▸ PROBLEM REQUIREMENTS
From the records below, pull each line that has "center".

(SOURCE DATA Opens)

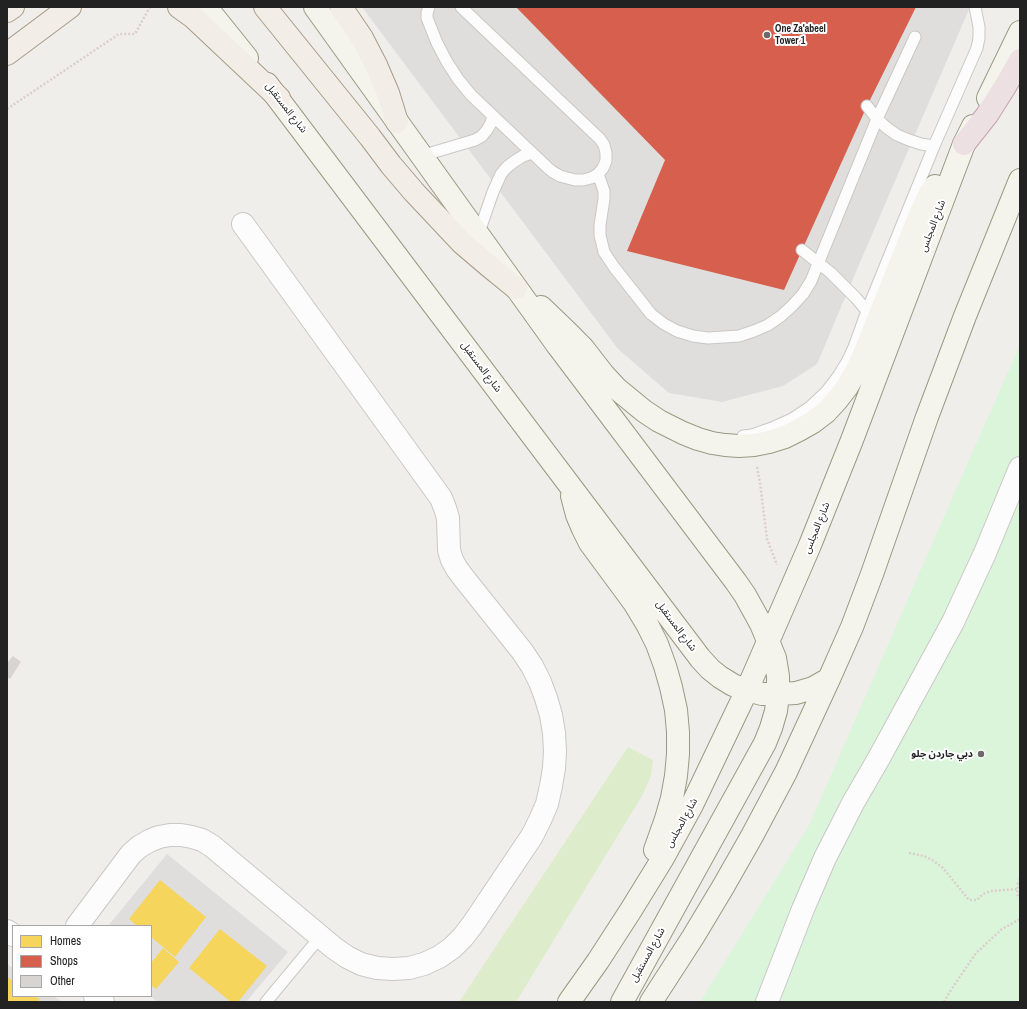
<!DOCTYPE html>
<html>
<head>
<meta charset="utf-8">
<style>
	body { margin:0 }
	#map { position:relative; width:1027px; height:1009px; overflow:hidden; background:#f0eeeb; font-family:"Archivo Narrow",sans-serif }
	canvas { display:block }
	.frame { position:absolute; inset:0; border:8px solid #222; pointer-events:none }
	.legend { position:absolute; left:12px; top:925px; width:140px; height:72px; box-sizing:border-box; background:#fff; border:1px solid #a7a7a7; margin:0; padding:5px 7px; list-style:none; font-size:12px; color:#222 }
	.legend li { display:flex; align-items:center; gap:8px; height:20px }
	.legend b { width:20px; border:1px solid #a7a7a7 }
</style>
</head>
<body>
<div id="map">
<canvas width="1027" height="1009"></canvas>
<div class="frame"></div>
<ul class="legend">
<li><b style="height:11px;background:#f6d55c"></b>Homes</li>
<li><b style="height:11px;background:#d6604d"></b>Shops</li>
<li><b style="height:11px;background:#d7d4d2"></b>Other</li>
</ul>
</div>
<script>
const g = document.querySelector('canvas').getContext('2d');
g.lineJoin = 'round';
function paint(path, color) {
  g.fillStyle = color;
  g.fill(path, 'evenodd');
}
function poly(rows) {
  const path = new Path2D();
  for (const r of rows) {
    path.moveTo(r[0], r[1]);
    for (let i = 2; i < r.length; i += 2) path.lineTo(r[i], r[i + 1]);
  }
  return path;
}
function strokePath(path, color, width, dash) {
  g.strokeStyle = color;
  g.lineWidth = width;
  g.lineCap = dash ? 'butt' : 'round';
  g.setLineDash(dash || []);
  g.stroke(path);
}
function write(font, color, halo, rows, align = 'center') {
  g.font = font + ' "Archivo Narrow","Noto Sans Arabic",sans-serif';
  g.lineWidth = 4;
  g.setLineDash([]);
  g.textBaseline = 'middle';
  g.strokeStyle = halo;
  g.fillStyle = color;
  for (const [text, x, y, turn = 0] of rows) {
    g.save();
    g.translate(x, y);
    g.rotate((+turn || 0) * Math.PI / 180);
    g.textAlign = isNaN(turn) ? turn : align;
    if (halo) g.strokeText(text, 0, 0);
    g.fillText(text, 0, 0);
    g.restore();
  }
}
paint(poly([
	[362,7,970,7,858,267,817,364,783,386,722,402,669,393,618,349],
	[167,854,288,952,246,1002,157,1002,151,996,151,926,108,926],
	[7,964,13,968,13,996,53,996,62,1002,7,1002]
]), '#dfdedc');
paint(poly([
	[628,747,653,760,651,776,642,796,516,1002,459,1002]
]), '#ddeccb');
paint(poly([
	[1020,345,1020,1002,700,1002,809,825,956,489]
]), '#daf5da');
paint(poly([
	[711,7,822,7,768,63],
	[160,880,206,917,175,957,151,937,151,926,137,926,129,919],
	[220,929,267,966,238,1002,231,1002,189,968],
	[163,948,179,962,156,989,151,985,151,963],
	[7,977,13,981,13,996,34,996,40,999,38,1002,7,1002]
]), '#f6d55c');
paint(poly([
	[516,7,916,7,867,106,784,290,627,251,665,160]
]), '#d6604d');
paint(poly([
	[13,656,21,662,10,679,7,677,7,663]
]), '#d7d4d2');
const service = poly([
	[429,7,427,13,427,18,437,43,447,62,458,79,471,95,548,168,553,172,560,176,575,180,583,180,591,178,598,174,603,168,606,161,606,153,604,145,600,139,461,7],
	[867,106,877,119,887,128,897,135,909,140,921,144,934,146],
	[421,156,475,140,482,136,487,130,491,123,493,116],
	[598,174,604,191,604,199,600,225,600,235,604,252,614,267,651,314,664,324,677,331,693,336,708,338,724,337,739,336,754,331,768,325,781,316,792,306,803,294,811,281,877,119,915,37],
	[478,235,493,192,501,174,507,167,515,161,523,156,532,153],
	[802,250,831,273,856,298,867,311],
	[743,436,752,435,772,428,792,419,810,407,826,392,839,375,847,362,854,347,867,311,934,146,977,48,979,38,979,27,975,7],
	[266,1002,320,937]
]);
const minor = poly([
	[77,926,131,854,139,847,149,841,159,837,170,835,181,835,192,837,202,840,212,846,334,948,347,957,361,964,377,968,393,969,409,968,424,964,439,957,452,948,463,937,473,924,532,836,540,820,547,804,551,786,554,768,555,751,554,733,551,715,546,698,540,682,532,666,522,651,463,577,457,569,452,560,449,550,448,518,445,508,441,498,243,224],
	[7,931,13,935],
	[95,996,103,1002],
	[767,1002,803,909,825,858,853,803,879,758,953,622,985,553,1020,468]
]);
const secondary = poly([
	[206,7,247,58],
	[315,7,558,346,736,582,745,595,761,624,775,658,778,676,778,694,776,711,771,728,765,743,622,1002],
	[267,84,700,658,710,669,720,677,733,685,747,690,762,694,778,694,796,693,813,688,829,679],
	[988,98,1020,32],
	[541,307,567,332,583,348,604,375,616,388,644,411,659,421,683,433,698,439,712,443,725,445,739,446,754,445,769,442,785,437,799,430,813,422,826,412,837,400,847,387,855,373,862,359,921,212,930,193,935,186],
	[572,496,577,515,583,529,590,543,635,604,647,624,657,644,665,666,671,687,676,710,678,732,678,754,676,776,672,798,666,819,655,850],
	[569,1002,598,961,631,910,663,858,692,805,747,690,810,545,852,440,964,144,973,126],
	[651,1002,693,937,723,887,752,836,786,772,829,679,852,627,872,574,927,417,965,316,1020,180]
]);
const primary = poly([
	[179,7,193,17,279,98],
	[265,7,370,137,391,165,414,192,462,243,489,266,516,288],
	[341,7,362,38,376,65,388,93,397,122],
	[7,11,13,7],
	[7,54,70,7]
]);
const motorway = poly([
	[964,144,987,115,1006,85,1020,60]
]);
strokePath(service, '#c9c8c7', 13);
strokePath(minor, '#c9c8c7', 24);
strokePath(secondary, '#999a82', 24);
strokePath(primary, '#a79c86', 24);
strokePath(motorway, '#c5a2ac', 24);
strokePath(poly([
	[7,109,119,34,135,34,150,7],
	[757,467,760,483,767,539,777,565],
	[909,853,924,856,934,861,943,868,969,900,977,900,983,894,991,891,1018,889],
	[1020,879,1018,883,1017,894,1020,899],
	[944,1002,949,993,976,953,1002,929,1020,919]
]), '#dccecd', 2.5, [2, 2]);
strokePath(service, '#fdfcfc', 11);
strokePath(minor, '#fdfcfc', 22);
strokePath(secondary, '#f4f4ed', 22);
strokePath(primary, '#f3ede7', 22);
strokePath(motorway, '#ece0e2', 22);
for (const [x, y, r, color] of [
	[767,35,4,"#6a6968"],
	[981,754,4,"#6a6968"]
]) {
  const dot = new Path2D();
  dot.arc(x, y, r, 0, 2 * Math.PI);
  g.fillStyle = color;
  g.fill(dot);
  strokePath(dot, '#fff', 1.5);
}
write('bold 10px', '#222', '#fff', [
	["One Za'abeel",775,29],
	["Tower 1",775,41],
	["دبي جاردن جلو",973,754,"right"]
], 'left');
write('10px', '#222', '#fff', [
	["شارع المستقبل",286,108,52],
	["شارع المجلس",933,226,-69],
	["شارع المستقبل",481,367,53],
	["شارع المجلس",817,528,-68],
	["شارع المستقبل",676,626,53],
	["شارع المجلس",682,823,-61],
	["شارع المستقبل",648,955,-61]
]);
</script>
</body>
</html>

(SOURCE DATA Closes)

▸ RESPONSE AREA
	.legend li { display:flex; align-items:center; gap:8px; height:20px }
function write(font, color, halo, rows, align = 'center') {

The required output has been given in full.